THE merge between the Noradjuha Grass Parrots and the Quantong Bombers happened quicker than most had expected.
Officials from the two sides met in the middle of 1996 and by the beginning of the 1997 season, they were playing together under one banner.
Noradjuha's last club president Tony Kirchner oversaw the Grass Parrots final attempts to stay afloat, before taking the reins as the president of the merged club for their first two years.
Kirchner said the lack of numbers at Noradjuha hit a boiling point before the start of the 1997 season.
"In '97, we had 24 players signed up to play across our two sides, and a bulk of them in the seconds were about my age, probably 40-odd," Kirchner said. "We simply couldn't keep going. At the end of the day, a merger was the only option."
Quantong were also in trouble, not long after a period of senior success. The Bombers had won back-to-back senior football premierships in 1993 and 1994, but had experienced a steep drop off in players in the following years.
With the populations of both communities dwindling, Quantong committee member and club legend Greg "Spud" Francis said the decision to act on a merger happened quite suddenly.
"After the premierships in 1993-94, the writing was on the wall really quickly," Francis said. "We probably could have survived on our own but I really don't know if we were going to be all that successful.
"I could see in a couple of years time we were really going to struggle. Noradjuha were probably in the same boat as us, and I just thought we had better reach out to them before they reached out to somebody else."
Noradjuha considered turning to their closest competitors in Natimuk, but decided Quantong were a better fit, with the two communities sharing similarities in size and identity.
"There was the option of both clubs," Kirchner said. "We made inquiries with both... but we had a pretty good relationship with Quantong as an opposition club.
"In the end, they were the right fit for us. They had the same ethos you could say, just an easy going crew and we got along with them well."
Noradjuha and Natimuk also had an long running rivalry, and Noradjuha committee member Trevor Watson said joining forces might have been a step too far.
"There was always a pretty good rivalry between Noradjuha and Natimuk in the old days, so that might have been a reason why we steered away," Watson said.
"We were in a different league to Quantong in the early days [Central Wimmera league] so we didn't quite have the same relationship."
The merge went through with overwhelming support.
But unlike some of the Wimmera's other merged clubs - Harrow-Balmoral, Minyip-Murtoa, Southern Mallee Giants - the amalgamation of Noradjuha-Quantong did not immediately result in a period of success. In the 21 seasons since the merger, the Bombers are yet to win a senior football premiership.
Their trophy cabinet is instead overflowing with the success of the netballers. Noradjuha-Quantong has won four A Grade, 11 B Grade, seven C Grade and seven under-17 premierships since the merger, including the 2018 B Grade flag.

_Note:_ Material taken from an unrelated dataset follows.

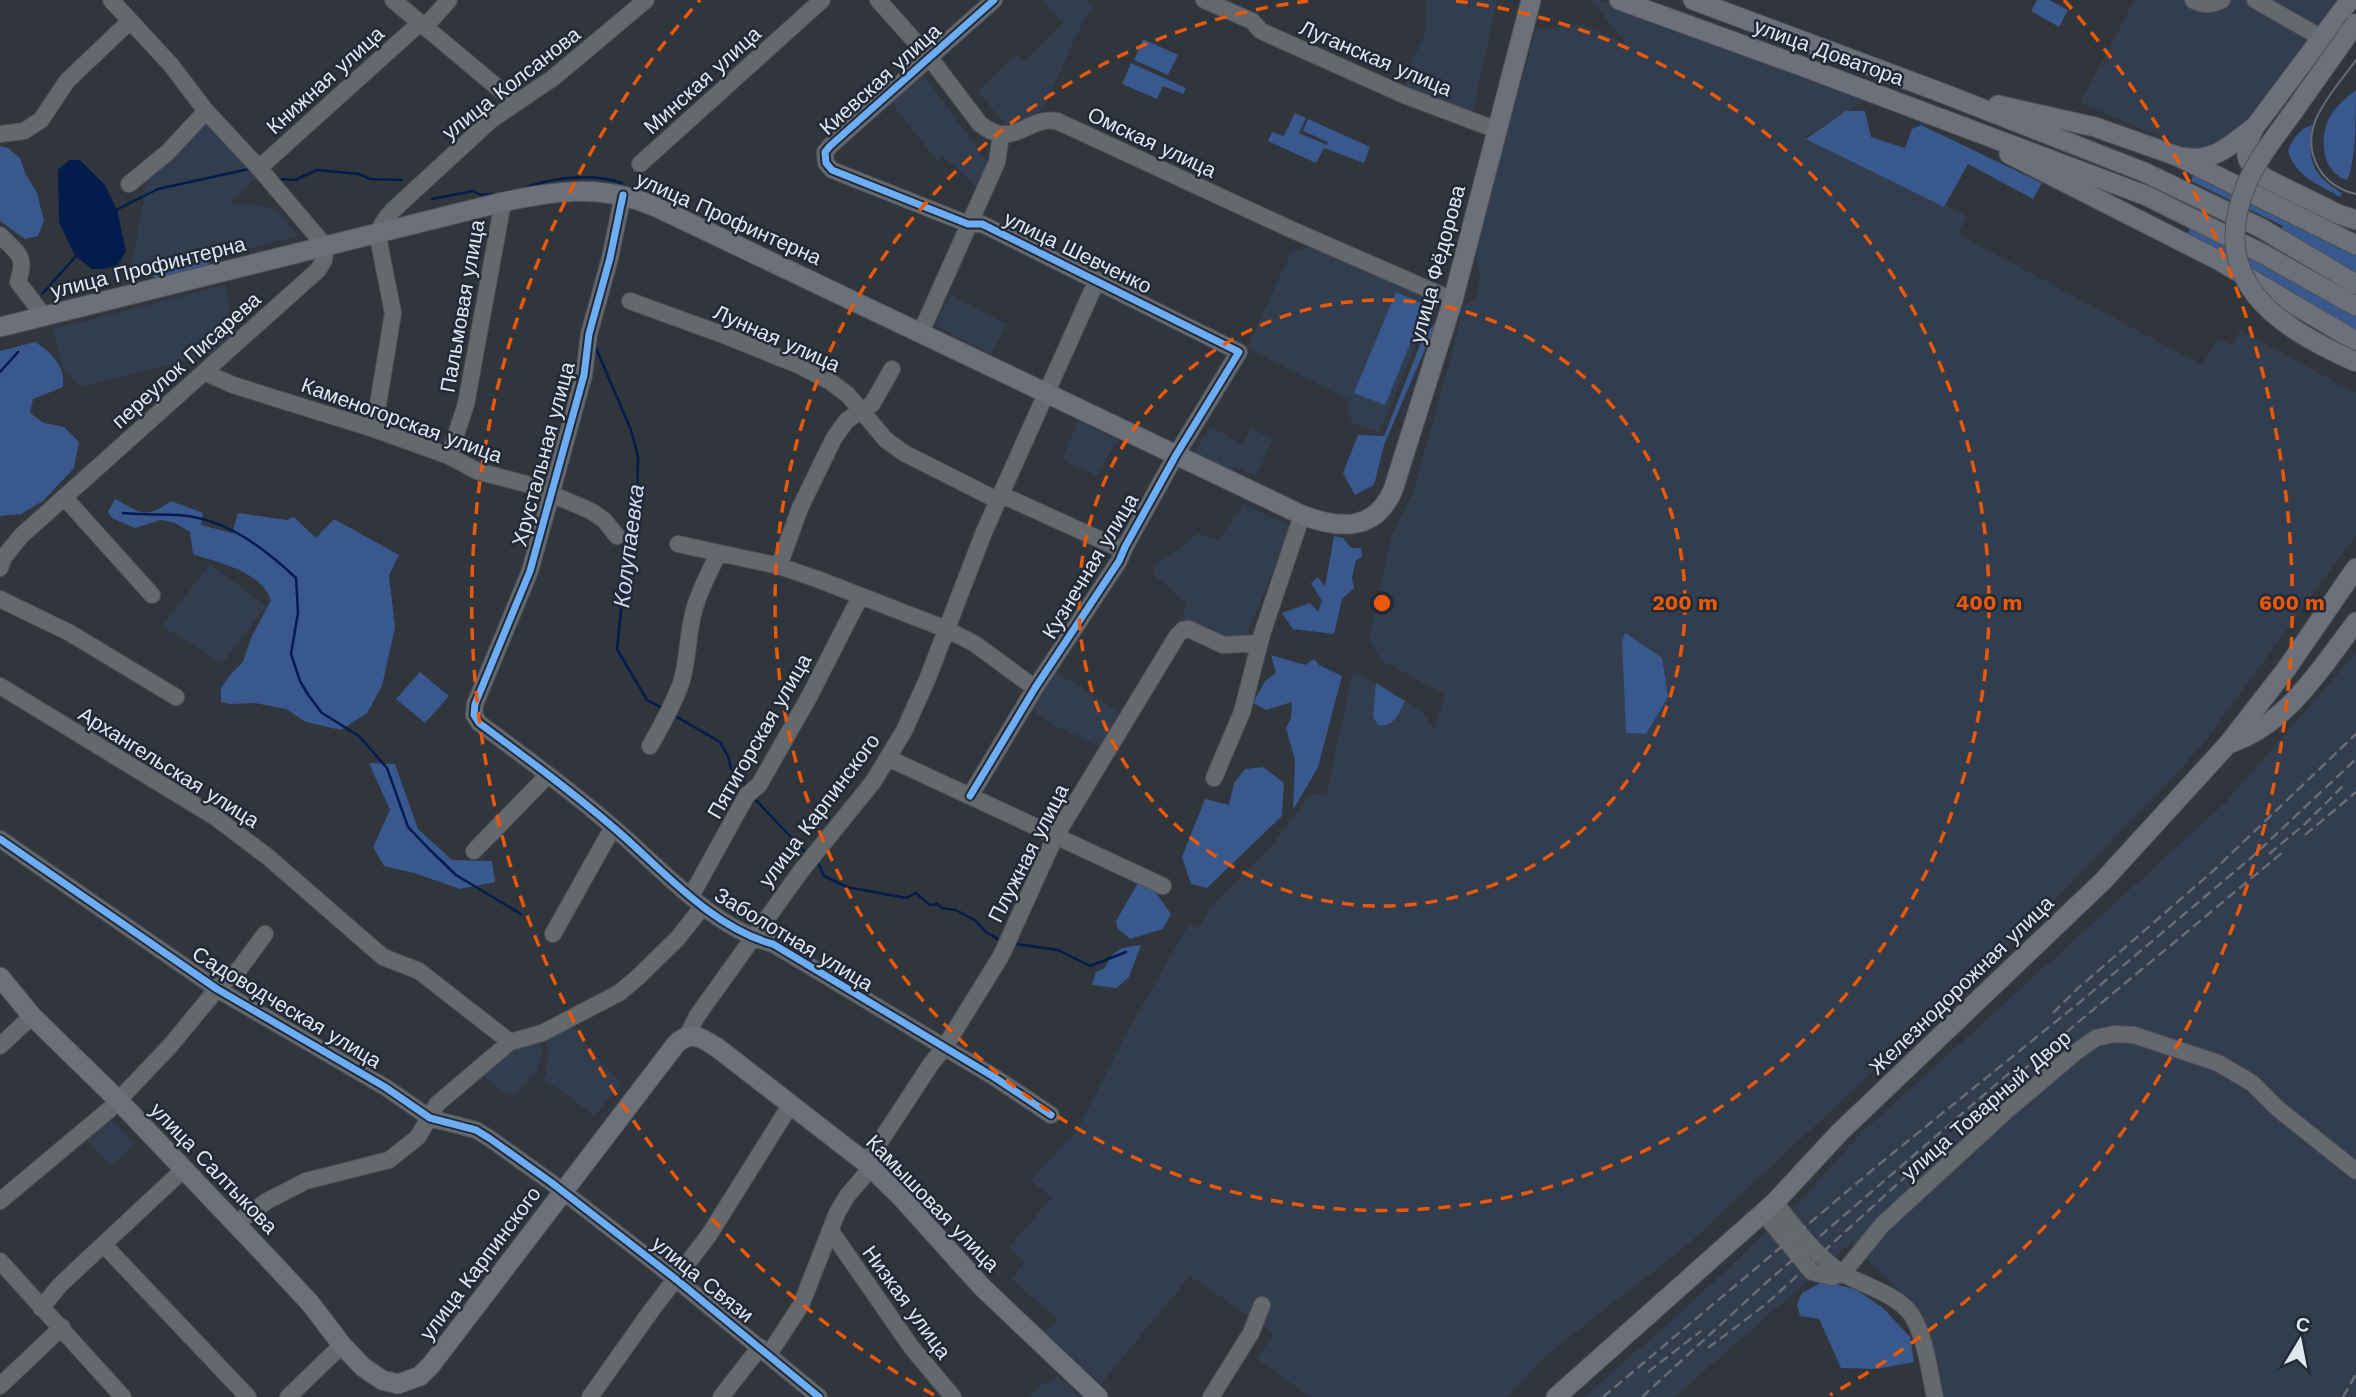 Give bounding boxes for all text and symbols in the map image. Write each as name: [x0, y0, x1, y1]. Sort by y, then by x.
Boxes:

Former long-serving netball director Jenny Kirchner said she wan't sure what led to the long-running success and a shining light of the club.
"The netball has been quite successful since the merger - I'd say there probably hasn't been a year without one of our teams in a grand final," she said.
"It has probably been just a combination of having some really outstanding players and coaches, and everyone being really keen to come together and succeed."
The story of Noradjuha-Quantong is similar to many Horsham District league clubs in the late 20th century. District clubs without a central township found it harder and harder to find the numbers, with declining country populations and young people more frequently moving away from the country.
"Farms were getting bigger, towns were getting smaller," Francis said.
"Everyone goes to the regional centers and it makes it hard for the district clubs to keep going."
But while there is not much of a population base in Noradjuha or Quantong, the football-netball club continues to provide a central hub with a loyal base of fans, volunteers and players that span across generations.
Tony Kirchner said keeping the town names was vitally important.
"There's not much of a Noradjuha to start with, there's not much of a Quantong either," he said.
"But we still have a name. Noradjuha still has a name, it still survives, and that is pretty important.
"We've got a name on the football club, and a place for the locals coming through to keep playing team sport."
And while there hasn't yet been the senior football success so many have sought after, Francis said there was far more to the club.
"As far as I'm concerned, we've been a very successful club since the merger," Francis said.
"Success is not all about premierships - it's about providing a place where people can socialise and play a team sport
"Especially the juniors. For them to get to know the ins and outs of a team sport, and to work together with their peers, that grows into their future years."